**Exercise data:**

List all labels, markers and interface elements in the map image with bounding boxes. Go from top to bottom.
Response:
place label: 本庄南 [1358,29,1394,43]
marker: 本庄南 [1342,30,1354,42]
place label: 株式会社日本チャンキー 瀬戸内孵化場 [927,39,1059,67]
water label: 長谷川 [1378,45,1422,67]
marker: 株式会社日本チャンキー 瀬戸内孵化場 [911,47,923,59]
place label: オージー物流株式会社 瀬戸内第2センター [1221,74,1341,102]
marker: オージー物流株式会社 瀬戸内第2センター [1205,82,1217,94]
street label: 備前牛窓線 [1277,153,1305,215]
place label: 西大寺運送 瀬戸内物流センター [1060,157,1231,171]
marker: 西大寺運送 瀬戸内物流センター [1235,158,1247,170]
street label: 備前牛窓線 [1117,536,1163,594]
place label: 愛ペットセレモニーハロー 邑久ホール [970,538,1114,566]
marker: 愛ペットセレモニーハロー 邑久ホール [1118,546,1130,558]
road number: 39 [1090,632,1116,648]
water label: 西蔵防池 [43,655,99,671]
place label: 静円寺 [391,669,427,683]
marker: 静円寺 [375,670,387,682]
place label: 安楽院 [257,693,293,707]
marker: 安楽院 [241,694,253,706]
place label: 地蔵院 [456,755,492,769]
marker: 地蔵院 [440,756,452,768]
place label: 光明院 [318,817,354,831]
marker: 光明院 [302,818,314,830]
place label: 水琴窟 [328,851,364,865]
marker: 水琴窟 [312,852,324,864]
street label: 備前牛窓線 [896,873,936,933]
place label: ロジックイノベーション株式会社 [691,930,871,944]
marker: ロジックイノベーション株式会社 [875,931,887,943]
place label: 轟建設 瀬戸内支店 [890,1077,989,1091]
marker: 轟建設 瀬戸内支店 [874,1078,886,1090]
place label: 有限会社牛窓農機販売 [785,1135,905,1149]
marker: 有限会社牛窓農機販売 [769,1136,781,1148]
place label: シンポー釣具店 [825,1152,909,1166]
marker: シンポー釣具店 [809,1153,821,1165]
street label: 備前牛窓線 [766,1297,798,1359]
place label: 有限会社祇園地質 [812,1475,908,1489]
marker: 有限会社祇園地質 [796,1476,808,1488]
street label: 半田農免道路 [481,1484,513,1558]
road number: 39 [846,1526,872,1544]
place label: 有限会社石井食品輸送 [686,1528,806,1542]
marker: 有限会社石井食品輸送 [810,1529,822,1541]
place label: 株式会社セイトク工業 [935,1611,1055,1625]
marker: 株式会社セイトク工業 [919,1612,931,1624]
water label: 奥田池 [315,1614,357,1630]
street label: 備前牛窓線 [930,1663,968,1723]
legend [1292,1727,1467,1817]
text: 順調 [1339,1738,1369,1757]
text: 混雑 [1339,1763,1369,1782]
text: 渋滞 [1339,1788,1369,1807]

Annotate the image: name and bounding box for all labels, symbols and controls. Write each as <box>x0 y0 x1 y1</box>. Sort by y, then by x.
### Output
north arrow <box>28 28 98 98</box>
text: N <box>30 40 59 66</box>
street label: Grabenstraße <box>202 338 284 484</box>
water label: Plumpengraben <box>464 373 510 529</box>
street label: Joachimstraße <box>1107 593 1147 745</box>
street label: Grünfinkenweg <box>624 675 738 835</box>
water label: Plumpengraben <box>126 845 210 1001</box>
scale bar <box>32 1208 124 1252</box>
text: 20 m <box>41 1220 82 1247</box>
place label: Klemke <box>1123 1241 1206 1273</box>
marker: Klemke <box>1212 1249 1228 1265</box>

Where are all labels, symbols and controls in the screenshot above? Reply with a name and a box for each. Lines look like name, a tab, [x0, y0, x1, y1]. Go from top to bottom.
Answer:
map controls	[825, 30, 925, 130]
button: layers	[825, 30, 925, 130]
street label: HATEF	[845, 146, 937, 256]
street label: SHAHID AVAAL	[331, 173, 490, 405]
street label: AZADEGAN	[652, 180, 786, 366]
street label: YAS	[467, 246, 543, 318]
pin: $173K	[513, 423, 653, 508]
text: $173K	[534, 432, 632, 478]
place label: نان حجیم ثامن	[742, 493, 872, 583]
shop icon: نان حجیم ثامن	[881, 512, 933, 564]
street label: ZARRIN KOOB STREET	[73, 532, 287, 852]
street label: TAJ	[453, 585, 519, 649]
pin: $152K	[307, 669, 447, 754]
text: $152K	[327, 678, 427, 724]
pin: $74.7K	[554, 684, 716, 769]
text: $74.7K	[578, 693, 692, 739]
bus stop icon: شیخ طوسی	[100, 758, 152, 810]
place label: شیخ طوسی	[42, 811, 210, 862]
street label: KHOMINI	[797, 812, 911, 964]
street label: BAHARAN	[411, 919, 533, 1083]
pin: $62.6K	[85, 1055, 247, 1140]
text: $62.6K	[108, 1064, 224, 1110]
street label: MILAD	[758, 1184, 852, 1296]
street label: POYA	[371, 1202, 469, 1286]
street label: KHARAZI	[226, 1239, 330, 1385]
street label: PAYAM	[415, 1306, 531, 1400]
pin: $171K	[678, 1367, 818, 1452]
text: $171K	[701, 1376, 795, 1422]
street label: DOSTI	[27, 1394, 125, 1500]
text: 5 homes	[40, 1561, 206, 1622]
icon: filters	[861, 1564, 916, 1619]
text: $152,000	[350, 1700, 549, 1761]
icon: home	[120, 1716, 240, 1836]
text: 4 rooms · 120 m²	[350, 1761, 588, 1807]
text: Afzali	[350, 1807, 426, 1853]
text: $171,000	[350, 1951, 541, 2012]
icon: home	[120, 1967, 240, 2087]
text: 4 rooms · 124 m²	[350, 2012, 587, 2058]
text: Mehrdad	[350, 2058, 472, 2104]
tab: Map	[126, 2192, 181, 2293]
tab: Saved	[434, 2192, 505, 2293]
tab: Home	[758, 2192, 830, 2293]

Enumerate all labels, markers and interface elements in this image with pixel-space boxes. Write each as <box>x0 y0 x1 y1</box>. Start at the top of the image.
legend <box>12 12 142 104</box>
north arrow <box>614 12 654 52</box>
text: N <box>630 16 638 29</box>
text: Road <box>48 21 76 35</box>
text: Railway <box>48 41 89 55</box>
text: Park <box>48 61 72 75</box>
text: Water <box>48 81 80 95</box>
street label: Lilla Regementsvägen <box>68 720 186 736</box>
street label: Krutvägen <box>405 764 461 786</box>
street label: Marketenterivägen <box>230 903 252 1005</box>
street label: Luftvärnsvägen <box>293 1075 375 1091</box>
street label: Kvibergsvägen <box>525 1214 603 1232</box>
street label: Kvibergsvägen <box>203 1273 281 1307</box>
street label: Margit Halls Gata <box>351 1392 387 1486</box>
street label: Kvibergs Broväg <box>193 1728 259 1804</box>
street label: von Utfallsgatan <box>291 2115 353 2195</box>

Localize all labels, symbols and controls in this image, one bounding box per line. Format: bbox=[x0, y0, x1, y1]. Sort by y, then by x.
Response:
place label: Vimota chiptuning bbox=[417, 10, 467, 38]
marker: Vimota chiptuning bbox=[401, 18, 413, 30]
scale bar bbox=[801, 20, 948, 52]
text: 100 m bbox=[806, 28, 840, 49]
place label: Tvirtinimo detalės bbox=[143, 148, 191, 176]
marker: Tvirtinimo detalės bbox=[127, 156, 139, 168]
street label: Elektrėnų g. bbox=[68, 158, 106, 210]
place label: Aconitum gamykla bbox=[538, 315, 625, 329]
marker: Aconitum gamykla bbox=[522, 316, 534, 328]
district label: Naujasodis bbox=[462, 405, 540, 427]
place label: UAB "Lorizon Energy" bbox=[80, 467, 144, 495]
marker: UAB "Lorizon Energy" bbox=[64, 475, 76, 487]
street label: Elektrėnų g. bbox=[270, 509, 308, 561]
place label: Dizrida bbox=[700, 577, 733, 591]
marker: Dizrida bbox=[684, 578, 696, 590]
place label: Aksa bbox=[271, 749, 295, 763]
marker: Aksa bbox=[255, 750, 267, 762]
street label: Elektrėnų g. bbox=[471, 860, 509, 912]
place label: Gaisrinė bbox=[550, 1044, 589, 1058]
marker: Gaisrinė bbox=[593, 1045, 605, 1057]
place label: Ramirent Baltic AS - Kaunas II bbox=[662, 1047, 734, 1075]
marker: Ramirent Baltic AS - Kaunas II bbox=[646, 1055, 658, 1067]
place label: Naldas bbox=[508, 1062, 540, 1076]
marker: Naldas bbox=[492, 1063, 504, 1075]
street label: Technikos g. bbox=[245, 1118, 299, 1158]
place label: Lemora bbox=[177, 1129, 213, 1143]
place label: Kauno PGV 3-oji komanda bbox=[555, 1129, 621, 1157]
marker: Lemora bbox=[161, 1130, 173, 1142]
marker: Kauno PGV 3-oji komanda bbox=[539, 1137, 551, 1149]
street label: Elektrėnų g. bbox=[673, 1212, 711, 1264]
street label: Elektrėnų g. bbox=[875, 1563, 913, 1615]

**Task item:**
Would you report every line of the entries above containing the word "each"?

**Problem solution:**
Annotate the image: name and bounding box for all labels, symbols and controls. Write each as <box>x0 y0 x1 y1</box>. Sort by y, then by x.
Where are all labels, symbols and controls in the screenshot above? Reply with a name and a box for each. Lines look like name, a tab, [x0, y0, x1, y1]. Go from top to bottom.
Enumerate all labels, markers and interface elements in this image with pixel-space boxes. Write each as <box>x0 y0 x1 y1</box>. Start at the top of the image.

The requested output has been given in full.